A good friend reminded me, recently, that there are parts of Canada where some the items in that list are taken as gospel. (He wasn’t referring to Ottawa.)
Spilling Ink
As some readers know, the Supreme Court of Canada (the “SCC”) wrote in 2007: “Much judicial and academic ink has been spilled over the proper test for causation in cases of negligence. It is neither necessary nor helpful to catalogue the various debates.” (Resurfice Corp. v. Hanke, 2007 SCC 7, [2007] 1 SCR 333 at para. 20)

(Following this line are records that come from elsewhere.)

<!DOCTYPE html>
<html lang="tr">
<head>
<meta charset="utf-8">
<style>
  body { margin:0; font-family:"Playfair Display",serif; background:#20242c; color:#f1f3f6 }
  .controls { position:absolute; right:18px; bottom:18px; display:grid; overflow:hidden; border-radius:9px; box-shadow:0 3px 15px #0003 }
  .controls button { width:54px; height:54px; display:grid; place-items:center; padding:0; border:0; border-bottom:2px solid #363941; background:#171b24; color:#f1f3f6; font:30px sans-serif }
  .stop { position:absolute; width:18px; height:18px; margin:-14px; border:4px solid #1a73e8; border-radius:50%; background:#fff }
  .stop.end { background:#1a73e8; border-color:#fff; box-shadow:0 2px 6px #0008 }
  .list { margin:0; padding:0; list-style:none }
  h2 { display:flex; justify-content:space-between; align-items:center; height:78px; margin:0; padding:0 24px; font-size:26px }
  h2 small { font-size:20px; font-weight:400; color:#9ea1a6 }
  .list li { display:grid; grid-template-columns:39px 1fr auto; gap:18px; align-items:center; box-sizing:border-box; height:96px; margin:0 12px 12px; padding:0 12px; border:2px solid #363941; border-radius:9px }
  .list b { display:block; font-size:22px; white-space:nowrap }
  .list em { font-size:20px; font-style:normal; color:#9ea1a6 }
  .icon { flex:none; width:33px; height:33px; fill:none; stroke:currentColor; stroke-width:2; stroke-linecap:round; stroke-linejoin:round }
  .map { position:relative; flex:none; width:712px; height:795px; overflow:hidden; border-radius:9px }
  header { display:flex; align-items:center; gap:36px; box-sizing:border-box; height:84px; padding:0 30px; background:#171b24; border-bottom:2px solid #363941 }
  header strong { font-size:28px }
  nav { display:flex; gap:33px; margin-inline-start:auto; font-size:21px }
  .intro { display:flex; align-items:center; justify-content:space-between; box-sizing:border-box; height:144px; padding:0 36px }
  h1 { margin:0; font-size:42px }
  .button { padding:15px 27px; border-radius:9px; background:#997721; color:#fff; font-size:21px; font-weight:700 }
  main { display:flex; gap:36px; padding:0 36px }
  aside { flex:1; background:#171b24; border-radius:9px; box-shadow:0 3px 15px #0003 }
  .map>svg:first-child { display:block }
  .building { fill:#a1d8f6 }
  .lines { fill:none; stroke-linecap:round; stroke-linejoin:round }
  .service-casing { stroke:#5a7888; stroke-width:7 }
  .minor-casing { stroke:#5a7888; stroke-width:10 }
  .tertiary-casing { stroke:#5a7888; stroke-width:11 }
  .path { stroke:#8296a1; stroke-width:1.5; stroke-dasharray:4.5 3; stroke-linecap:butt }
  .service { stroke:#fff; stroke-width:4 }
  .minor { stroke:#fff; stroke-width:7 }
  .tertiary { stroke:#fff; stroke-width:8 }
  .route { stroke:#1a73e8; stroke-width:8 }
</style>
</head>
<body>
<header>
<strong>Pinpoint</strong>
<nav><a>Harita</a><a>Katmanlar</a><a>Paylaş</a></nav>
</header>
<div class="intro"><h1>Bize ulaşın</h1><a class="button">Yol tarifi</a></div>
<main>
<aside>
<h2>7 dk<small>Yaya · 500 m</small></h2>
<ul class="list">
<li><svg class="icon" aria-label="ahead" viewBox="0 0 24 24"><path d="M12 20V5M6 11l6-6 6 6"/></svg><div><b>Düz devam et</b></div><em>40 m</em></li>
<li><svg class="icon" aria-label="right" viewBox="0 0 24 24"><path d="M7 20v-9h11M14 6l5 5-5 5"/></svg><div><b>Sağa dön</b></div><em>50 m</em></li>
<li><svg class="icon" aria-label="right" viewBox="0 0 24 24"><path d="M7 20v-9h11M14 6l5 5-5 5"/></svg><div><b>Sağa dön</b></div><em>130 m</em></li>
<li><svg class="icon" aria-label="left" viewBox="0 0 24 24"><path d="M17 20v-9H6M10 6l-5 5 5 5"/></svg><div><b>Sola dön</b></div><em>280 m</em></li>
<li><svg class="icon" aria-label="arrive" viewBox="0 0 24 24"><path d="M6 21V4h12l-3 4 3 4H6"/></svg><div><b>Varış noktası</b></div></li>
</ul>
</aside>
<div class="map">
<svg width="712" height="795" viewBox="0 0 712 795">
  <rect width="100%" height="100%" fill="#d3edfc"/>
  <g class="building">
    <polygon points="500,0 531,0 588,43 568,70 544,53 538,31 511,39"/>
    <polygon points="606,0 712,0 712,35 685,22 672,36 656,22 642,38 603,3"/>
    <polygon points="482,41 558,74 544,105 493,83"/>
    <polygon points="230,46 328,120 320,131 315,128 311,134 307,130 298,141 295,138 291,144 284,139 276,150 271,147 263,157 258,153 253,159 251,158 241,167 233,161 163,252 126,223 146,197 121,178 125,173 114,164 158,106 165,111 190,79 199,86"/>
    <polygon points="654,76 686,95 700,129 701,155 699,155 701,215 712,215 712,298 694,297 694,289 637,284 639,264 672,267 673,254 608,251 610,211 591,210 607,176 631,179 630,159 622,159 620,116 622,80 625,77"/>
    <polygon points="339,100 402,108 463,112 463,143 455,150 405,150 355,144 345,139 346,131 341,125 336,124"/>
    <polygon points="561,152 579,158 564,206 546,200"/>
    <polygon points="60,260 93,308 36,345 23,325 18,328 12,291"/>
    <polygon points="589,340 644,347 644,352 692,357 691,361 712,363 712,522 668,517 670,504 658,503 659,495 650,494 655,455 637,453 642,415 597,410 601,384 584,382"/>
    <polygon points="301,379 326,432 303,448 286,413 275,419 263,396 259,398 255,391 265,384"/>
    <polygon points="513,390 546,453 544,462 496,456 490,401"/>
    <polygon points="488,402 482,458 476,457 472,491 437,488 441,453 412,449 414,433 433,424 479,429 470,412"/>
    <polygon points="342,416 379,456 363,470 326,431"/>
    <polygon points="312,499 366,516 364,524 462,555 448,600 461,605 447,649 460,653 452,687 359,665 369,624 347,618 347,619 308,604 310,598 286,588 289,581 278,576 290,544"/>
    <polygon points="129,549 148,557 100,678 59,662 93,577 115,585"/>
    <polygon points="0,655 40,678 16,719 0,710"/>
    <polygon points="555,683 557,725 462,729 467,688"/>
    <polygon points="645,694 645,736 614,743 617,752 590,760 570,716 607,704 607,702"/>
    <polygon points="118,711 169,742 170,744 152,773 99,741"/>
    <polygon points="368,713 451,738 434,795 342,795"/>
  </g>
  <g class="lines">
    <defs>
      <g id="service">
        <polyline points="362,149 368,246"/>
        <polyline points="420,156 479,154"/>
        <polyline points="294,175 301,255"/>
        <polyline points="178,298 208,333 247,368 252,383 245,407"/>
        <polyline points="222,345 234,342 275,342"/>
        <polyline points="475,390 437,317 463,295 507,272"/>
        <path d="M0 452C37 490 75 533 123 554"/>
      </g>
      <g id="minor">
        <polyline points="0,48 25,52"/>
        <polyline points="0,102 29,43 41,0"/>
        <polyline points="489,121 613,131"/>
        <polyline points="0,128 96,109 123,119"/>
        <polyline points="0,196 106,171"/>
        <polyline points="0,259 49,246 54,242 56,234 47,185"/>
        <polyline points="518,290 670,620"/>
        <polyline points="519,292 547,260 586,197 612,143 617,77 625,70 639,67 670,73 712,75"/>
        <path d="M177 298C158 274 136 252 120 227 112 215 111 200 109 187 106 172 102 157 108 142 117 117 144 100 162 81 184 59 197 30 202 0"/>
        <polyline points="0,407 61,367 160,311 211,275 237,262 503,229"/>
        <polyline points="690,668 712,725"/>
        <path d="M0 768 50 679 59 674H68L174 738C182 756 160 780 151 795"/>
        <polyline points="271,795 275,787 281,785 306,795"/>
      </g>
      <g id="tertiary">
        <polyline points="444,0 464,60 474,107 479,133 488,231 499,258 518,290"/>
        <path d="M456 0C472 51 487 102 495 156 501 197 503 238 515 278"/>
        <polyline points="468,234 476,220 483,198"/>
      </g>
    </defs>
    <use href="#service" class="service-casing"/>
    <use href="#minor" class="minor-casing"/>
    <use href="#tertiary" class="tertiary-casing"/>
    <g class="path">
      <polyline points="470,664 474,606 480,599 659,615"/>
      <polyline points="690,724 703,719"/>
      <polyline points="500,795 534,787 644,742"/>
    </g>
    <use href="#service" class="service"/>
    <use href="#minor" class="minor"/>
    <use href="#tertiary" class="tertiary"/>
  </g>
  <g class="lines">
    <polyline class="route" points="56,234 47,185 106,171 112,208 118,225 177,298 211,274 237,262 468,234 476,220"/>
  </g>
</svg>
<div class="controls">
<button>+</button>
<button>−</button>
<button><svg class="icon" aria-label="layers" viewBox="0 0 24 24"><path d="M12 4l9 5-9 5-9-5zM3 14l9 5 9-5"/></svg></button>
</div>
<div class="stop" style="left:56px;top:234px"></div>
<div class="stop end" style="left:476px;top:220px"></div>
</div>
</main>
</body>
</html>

About 5 years later, the Supreme Court found it necessary to spill some more ink on the subject because, in its own words, its discussion in Resurfice of at least one very important aspect of the subject was “incomplete”: Clements v. Clements, 2012 SCC 32 at para. 34.
I plan to spill some more of the electronic equivalent, pixels, to show why it was and still is both necessary and helpful to catalogue (maybe even refer to) at least some of the various debates, and why it would have been helpful if the Supreme Court had been just a bit less dismissive, and more careful, in both Resurfice and Clements.
Pull up a chair and a glass (or more) of your favourite tipple. As ever, these posts assume that the reader has a basic level of familiarity with the subject matter.